Du super héros à la sauce française, voilà ce que vous trouverez dans Luminary. Bon, c’est un peu plus subtil que cette accroche un peu laconique. Luc Brunschwig et Stéphane Perger rendent ici un hommage appuyé à la série Photonik créée dans les années 80 par Ciro Tota (Aquablue, Les conquérants de Troy) et publiée dans le magazine Mustang des Editions Lug.

Photonik, est un super héros créé sur le modèle des Marvel et autres DC : un personnage à la base faible et solitaire qui se retrouve accidentellement doté de supers pouvoirs et devient un « homme-lumière ».

Luc Brunschwig a grandi avec Photonik et avoue s’être identifié très vite au personnage principal de la série. C’est d’ailleurs vers le comics qu’en tant que lecteur adolescent il était attiré et c’est vers le comics qu’il voulait se diriger en tant qu’auteur. Le lien de Brunschwig à Photonik est très fort puisqu’il en a écrit quelques histoires pour Ciro Tota à un moment où ce dernier ne voulait plus se consacrer qu’au dessin. Malheureusement ses histoires n’ont jamais vu le jour pour cause de manque de financement des éditions Lug qui arrêtèrent toutes les séries publiées dans le magazine Mustang.

La frustration d’alors de Luc Brunschwig est aujourd’hui effacée avec cet hommage revendiqué et réussit, me semble-t-il.
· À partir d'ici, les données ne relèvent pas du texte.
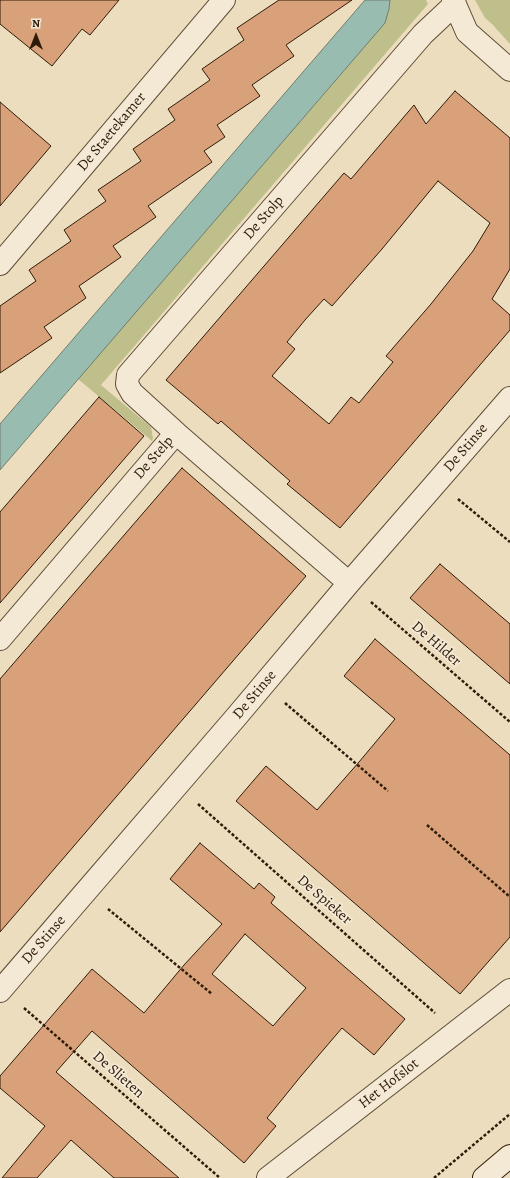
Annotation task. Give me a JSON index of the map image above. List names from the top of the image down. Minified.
{"streets":{"street":["De Staetekamer","De Stolp","De Stinse","De Stelp","Het Hofslot"],"path":["De Hilder","De Spieker","De Slieten"]},"crossings":[["De Stolp","De Stelp"],["De Stinse","De Stelp"],["De Stinse","De Hilder"],["De Stinse","De Spieker"],["De Stinse","De Slieten"],["De Stelp","De Hilder"],["De Spieker","Het Hofslot"]],"north":"top"}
Je mets une réserve sur ce dernier point car je n’ai pas lu la série Photonik. Mais en lisant résumés et articles sur celle-ci, je m’aperçoit qu’il y a en effet beaucoup de similitudes et points communs entre Luminary et Photonik.

Il ne s’agit pas pour autant d’une pâle copie ou d’une nouvelle histoire de la série de Ciro Tota. Dans l’univers des Comics on parlerait d’un reboot ou d’un rebirth. Brunschwig ancre son récit dans une réalité plus politique et lui donne aussi une dimension plus sociale. Située à la fin des années 70, dans une Amérique en quête de puissance, de reconnaissance et encore malade d’un racisme primaire et meurtrier.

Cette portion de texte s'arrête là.